◆ **WHAT TO PRODUCE**
Please retype the data that follows, starting at the line containing "[282,1756,352,1803,254,1958,187,1912]" and stopping after the last line.

Segment Open

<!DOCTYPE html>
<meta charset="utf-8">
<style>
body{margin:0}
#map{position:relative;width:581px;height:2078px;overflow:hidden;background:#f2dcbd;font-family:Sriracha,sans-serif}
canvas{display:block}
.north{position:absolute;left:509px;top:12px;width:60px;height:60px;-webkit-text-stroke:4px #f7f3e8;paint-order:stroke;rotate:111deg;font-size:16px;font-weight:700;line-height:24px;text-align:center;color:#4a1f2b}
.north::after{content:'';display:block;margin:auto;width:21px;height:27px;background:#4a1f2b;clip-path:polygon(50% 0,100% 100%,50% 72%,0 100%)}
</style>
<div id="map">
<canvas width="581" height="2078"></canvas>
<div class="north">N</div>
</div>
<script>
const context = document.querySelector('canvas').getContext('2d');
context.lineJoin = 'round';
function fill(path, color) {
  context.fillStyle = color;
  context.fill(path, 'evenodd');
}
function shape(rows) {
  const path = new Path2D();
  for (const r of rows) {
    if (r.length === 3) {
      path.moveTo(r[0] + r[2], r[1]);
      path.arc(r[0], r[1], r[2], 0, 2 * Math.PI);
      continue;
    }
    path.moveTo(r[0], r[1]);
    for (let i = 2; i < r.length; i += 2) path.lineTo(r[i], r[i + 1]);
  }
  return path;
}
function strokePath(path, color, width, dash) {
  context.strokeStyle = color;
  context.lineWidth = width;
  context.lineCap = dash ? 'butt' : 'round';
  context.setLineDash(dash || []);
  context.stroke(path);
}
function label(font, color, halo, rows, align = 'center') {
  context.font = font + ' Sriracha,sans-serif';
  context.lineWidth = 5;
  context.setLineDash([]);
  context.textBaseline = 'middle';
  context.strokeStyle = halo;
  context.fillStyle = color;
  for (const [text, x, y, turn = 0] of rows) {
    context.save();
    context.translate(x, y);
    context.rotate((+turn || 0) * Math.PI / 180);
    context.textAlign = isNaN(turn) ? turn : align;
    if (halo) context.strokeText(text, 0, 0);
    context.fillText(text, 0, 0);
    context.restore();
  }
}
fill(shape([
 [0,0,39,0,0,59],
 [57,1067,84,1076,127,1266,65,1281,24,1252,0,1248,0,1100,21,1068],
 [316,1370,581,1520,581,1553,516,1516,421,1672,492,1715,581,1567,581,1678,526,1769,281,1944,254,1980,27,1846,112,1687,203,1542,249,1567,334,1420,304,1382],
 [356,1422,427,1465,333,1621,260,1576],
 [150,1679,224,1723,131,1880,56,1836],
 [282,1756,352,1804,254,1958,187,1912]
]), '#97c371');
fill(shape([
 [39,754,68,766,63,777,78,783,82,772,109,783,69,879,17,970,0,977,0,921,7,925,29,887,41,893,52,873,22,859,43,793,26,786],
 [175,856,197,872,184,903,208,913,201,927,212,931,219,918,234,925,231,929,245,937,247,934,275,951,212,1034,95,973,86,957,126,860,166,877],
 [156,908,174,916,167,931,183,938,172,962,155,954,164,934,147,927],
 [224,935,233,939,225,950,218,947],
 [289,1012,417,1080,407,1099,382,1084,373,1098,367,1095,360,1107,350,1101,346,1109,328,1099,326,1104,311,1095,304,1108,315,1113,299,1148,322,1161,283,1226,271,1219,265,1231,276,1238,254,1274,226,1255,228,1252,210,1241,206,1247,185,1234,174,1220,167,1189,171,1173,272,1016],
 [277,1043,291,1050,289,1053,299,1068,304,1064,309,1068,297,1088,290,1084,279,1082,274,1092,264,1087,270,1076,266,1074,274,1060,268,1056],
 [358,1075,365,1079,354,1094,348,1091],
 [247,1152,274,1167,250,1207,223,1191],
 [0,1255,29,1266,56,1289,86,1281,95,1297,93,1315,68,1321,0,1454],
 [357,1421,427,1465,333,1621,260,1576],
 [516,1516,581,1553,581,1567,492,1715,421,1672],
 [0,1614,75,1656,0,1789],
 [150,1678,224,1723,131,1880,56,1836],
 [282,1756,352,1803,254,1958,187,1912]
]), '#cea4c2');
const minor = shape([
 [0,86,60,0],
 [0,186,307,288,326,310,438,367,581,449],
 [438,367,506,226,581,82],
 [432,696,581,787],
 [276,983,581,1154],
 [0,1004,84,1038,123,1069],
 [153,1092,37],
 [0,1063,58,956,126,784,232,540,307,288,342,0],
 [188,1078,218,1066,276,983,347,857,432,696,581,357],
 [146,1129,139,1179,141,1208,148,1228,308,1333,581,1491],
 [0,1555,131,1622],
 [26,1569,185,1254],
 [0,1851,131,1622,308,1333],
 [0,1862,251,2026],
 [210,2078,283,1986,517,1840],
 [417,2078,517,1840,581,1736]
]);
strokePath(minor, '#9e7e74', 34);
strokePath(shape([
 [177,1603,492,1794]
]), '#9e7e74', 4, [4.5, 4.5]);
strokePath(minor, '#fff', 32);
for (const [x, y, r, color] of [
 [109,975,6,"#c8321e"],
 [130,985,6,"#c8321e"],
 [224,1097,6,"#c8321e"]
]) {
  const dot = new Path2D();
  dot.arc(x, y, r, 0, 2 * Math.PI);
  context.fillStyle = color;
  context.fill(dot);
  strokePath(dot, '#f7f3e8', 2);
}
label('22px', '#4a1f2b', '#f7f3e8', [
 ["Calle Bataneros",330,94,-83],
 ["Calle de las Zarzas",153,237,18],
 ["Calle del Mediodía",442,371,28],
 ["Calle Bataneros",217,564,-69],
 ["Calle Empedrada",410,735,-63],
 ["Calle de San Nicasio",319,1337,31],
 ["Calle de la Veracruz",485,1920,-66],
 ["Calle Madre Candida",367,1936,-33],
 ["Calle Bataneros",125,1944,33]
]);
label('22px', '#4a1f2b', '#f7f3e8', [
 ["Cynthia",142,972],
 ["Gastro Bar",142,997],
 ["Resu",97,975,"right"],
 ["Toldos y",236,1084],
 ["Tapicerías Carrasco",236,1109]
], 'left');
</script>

Segment Closed

◆ **TASK SOLUTION**
 [282,1756,352,1803,254,1958,187,1912]
]), '#cea4c2');
const minor = shape([
 [0,86,60,0],
 [0,186,307,288,326,310,438,367,581,449],
 [438,367,506,226,581,82],
 [432,696,581,787],
 [276,983,581,1154],
 [0,1004,84,1038,123,1069],
 [153,1092,37],
 [0,1063,58,956,126,784,232,540,307,288,342,0],
 [188,1078,218,1066,276,983,347,857,432,696,581,357],
 [146,1129,139,1179,141,1208,148,1228,308,1333,581,1491],
 [0,1555,131,1622],
 [26,1569,185,1254],
 [0,1851,131,1622,308,1333],
 [0,1862,251,2026],
 [210,2078,283,1986,517,1840],
 [417,2078,517,1840,581,1736]
]);
strokePath(minor, '#9e7e74', 34);
strokePath(shape([
 [177,1603,492,1794]
]), '#9e7e74', 4, [4.5, 4.5]);
strokePath(minor, '#fff', 32);
for (const [x, y, r, color] of [
 [109,975,6,"#c8321e"],
 [130,985,6,"#c8321e"],
 [224,1097,6,"#c8321e"]
]) {
  const dot = new Path2D();
  dot.arc(x, y, r, 0, 2 * Math.PI);
  context.fillStyle = color;
  context.fill(dot);
  strokePath(dot, '#f7f3e8', 2);
}
label('22px', '#4a1f2b', '#f7f3e8', [
 ["Calle Bataneros",330,94,-83],
 ["Calle de las Zarzas",153,237,18],
 ["Calle del Mediodía",442,371,28],
 ["Calle Bataneros",217,564,-69],
 ["Calle Empedrada",410,735,-63],
 ["Calle de San Nicasio",319,1337,31],
 ["Calle de la Veracruz",485,1920,-66],
 ["Calle Madre Candida",367,1936,-33],
 ["Calle Bataneros",125,1944,33]
]);
label('22px', '#4a1f2b', '#f7f3e8', [
 ["Cynthia",142,972],
 ["Gastro Bar",142,997],
 ["Resu",97,975,"right"],
 ["Toldos y",236,1084],
 ["Tapicerías Carrasco",236,1109]
], 'left');
</script>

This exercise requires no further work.